Half Dozen Attendees at White House Announcement for Supreme Court Nominee Contract COVID

by John Solomon

 

At least a half dozen attendees at last weekend’s White House announcement of Amy Coney Barrett’s nomination to the Supreme Court have tested positive for the coronavirus.

Most of those who became infected announced their diagnoses on Friday, hours after President Trump and first lady Melania Trump announced they had tested positive for COVID-19 and were quarantined. The president was later helicoptered to Walter Reed Medical Center for precautionary treatment.

The infected included two Republican senators — Mike Lee of Utah and Thom Tillis of North Carolina — Notre Dame University’s president the Rev. John Jenkins, and former White House counselor Kelly Anne Conway, who announced her positive test on Twitter.

“Tonight I tested positive for COVID-19. My symptoms are mild (light cough) and I’m feeling fine,” Conway wrote in a tweet. “I have begun a quarantine process in consultation with physicians.”

Tillis, who is in a tight re-election race and attended a debate Thursday, said he had no symptoms and was quarantining. “Thankfully, I have no symptoms and I feel well,” the senator said.

Jenkins, who oversees the university where Barrett worked before she joined a federal appeals court, announced Friday he had minor symptoms after testing positive.

“My symptoms are mild and I will continue work from home.
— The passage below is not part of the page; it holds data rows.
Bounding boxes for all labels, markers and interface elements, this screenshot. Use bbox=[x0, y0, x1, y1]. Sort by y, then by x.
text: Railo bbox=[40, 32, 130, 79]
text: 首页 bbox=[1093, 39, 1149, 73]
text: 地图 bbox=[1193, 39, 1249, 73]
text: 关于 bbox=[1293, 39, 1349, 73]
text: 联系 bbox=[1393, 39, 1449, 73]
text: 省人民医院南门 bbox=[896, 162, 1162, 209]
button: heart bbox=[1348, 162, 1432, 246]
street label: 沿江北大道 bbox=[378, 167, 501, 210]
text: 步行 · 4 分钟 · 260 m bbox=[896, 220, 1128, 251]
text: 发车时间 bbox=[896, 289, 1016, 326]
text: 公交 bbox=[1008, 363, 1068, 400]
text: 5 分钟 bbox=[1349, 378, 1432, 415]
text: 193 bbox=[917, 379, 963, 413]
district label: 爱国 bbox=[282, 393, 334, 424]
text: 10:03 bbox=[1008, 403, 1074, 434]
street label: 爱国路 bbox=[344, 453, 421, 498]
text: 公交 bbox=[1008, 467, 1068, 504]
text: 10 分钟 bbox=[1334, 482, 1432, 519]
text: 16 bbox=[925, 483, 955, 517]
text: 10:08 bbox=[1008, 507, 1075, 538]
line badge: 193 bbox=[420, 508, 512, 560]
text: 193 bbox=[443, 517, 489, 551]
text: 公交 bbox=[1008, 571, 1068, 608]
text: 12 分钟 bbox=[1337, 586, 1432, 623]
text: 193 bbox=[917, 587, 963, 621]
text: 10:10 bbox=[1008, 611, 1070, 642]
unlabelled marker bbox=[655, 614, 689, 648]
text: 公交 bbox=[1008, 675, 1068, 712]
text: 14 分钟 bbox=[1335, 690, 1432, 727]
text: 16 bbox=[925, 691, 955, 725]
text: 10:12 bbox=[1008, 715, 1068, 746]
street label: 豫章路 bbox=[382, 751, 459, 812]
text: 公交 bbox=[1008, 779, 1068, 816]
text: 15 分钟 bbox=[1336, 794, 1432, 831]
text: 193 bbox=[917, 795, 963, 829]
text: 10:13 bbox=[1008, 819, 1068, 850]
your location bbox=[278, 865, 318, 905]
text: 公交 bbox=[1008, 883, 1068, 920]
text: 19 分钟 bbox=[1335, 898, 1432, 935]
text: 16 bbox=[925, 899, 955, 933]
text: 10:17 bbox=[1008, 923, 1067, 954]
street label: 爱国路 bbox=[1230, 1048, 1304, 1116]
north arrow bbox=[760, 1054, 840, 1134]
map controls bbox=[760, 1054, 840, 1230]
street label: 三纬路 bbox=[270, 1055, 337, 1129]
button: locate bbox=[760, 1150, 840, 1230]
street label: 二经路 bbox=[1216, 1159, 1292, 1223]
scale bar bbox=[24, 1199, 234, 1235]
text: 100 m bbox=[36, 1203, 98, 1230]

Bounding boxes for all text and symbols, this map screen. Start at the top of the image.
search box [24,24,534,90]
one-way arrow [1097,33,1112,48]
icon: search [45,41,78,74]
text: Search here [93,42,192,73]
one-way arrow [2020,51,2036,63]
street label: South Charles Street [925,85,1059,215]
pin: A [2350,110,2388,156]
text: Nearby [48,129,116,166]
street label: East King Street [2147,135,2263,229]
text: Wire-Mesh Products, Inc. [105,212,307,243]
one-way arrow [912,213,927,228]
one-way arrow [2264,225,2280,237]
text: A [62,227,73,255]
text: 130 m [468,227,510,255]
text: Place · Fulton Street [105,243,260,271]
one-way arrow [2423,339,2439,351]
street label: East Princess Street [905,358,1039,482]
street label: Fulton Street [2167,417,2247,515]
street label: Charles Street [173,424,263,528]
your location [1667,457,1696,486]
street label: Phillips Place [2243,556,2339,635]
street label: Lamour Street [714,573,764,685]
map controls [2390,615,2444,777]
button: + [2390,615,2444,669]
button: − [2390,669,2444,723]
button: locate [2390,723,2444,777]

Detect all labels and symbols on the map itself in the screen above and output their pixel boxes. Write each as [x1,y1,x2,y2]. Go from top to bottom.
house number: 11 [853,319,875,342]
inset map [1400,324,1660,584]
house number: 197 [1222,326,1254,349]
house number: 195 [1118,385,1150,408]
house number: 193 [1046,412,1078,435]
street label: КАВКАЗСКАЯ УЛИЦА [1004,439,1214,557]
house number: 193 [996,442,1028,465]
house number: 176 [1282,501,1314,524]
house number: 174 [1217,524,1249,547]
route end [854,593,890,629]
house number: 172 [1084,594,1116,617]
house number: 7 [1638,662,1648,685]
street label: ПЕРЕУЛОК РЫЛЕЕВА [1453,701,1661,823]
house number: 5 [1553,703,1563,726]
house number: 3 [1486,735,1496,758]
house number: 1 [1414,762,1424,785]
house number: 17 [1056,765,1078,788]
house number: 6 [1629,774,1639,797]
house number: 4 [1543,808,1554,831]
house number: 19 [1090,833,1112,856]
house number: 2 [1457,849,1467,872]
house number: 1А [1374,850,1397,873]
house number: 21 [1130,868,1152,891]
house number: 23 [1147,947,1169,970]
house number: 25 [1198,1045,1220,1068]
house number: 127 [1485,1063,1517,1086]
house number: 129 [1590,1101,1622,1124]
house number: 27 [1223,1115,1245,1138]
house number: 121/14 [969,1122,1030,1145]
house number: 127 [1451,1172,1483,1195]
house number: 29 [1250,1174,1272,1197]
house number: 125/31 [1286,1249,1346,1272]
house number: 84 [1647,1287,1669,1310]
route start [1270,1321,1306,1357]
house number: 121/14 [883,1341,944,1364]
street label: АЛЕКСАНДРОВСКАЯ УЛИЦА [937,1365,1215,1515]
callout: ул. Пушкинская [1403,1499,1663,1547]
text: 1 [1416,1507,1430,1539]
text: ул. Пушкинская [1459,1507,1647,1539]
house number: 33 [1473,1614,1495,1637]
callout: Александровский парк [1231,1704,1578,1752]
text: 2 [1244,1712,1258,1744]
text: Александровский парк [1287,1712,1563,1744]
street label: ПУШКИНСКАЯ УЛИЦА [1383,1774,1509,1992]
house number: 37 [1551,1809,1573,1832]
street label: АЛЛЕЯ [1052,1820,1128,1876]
The positive test is a good reminder for me and perhaps for all of how vigilant we need to be,” Jenkins said in a statement.

Barrett and her husband had COVID-19 earlier in the summer, and she tested negative for the virus on Friday, the White House said.

Lee tweeted he hoped to recover in time to attend the Senate Judiciary Committee nomination hearings for Barrett, who Trump nominated to replace the late Justice Ruth Bader Ginsberg.